◆ **PROBLEM TO SOLVE**
When you reach the records below, output each one exactly.

◆ **EXTRACTED ENTRIES**

====================

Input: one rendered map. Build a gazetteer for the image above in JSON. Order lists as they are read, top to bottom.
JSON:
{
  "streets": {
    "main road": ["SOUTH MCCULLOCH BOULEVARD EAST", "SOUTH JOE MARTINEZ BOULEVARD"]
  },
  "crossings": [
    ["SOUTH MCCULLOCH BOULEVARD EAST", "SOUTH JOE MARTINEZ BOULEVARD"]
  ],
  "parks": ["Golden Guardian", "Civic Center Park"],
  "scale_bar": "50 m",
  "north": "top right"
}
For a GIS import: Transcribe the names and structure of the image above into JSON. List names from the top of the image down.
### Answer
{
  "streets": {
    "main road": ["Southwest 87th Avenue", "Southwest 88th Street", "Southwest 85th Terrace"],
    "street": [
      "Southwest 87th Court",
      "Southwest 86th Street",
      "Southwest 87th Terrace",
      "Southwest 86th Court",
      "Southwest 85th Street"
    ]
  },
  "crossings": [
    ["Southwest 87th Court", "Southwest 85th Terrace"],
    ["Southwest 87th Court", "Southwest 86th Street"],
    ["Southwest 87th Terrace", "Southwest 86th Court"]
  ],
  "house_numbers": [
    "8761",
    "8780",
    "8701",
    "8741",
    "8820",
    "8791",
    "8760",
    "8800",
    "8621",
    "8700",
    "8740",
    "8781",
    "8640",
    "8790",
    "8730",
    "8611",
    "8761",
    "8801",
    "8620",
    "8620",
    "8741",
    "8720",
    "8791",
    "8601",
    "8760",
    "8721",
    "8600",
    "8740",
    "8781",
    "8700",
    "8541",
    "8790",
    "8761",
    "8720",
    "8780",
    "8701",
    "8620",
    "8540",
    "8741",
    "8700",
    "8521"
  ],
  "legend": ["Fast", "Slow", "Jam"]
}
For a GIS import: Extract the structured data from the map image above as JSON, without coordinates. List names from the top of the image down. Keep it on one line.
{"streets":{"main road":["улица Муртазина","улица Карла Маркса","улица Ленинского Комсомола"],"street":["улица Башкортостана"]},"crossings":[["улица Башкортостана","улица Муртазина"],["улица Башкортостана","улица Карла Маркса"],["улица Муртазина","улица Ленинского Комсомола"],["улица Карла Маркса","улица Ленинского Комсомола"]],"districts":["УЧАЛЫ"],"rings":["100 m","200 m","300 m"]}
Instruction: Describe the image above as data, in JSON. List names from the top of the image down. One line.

====================

◆ **EXERCISE ANSWER**
Input: one rendered map. Build a gazetteer for the image above in JSON. Order lists as they are read, top to bottom.
JSON:
{
  "streets": {
    "main road": ["SOUTH MCCULLOCH BOULEVARD EAST", "SOUTH JOE MARTINEZ BOULEVARD"]
  },
  "crossings": [
    ["SOUTH MCCULLOCH BOULEVARD EAST", "SOUTH JOE MARTINEZ BOULEVARD"]
  ],
  "parks": ["Golden Guardian", "Civic Center Park"],
  "scale_bar": "50 m",
  "north": "top right"
}
For a GIS import: Transcribe the names and structure of the image above into JSON. List names from the top of the image down.
### Answer
{
  "streets": {
    "main road": ["Southwest 87th Avenue", "Southwest 88th Street", "Southwest 85th Terrace"],
    "street": [
      "Southwest 87th Court",
      "Southwest 86th Street",
      "Southwest 87th Terrace",
      "Southwest 86th Court",
      "Southwest 85th Street"
    ]
  },
  "crossings": [
    ["Southwest 87th Court", "Southwest 85th Terrace"],
    ["Southwest 87th Court", "Southwest 86th Street"],
    ["Southwest 87th Terrace", "Southwest 86th Court"]
  ],
  "house_numbers": [
    "8761",
    "8780",
    "8701",
    "8741",
    "8820",
    "8791",
    "8760",
    "8800",
    "8621",
    "8700",
    "8740",
    "8781",
    "8640",
    "8790",
    "8730",
    "8611",
    "8761",
    "8801",
    "8620",
    "8620",
    "8741",
    "8720",
    "8791",
    "8601",
    "8760",
    "8721",
    "8600",
    "8740",
    "8781",
    "8700",
    "8541",
    "8790",
    "8761",
    "8720",
    "8780",
    "8701",
    "8620",
    "8540",
    "8741",
    "8700",
    "8521"
  ],
  "legend": ["Fast", "Slow", "Jam"]
}
For a GIS import: Extract the structured data from the map image above as JSON, without coordinates. List names from the top of the image down. Keep it on one line.
{"streets":{"main road":["улица Муртазина","улица Карла Маркса","улица Ленинского Комсомола"],"street":["улица Башкортостана"]},"crossings":[["улица Башкортостана","улица Муртазина"],["улица Башкортостана","улица Карла Маркса"],["улица Муртазина","улица Ленинского Комсомола"],["улица Карла Маркса","улица Ленинского Комсомола"]],"districts":["УЧАЛЫ"],"rings":["100 m","200 m","300 m"]}
Instruction: Describe the image above as data, in JSON. List names from the top of the image down. One line.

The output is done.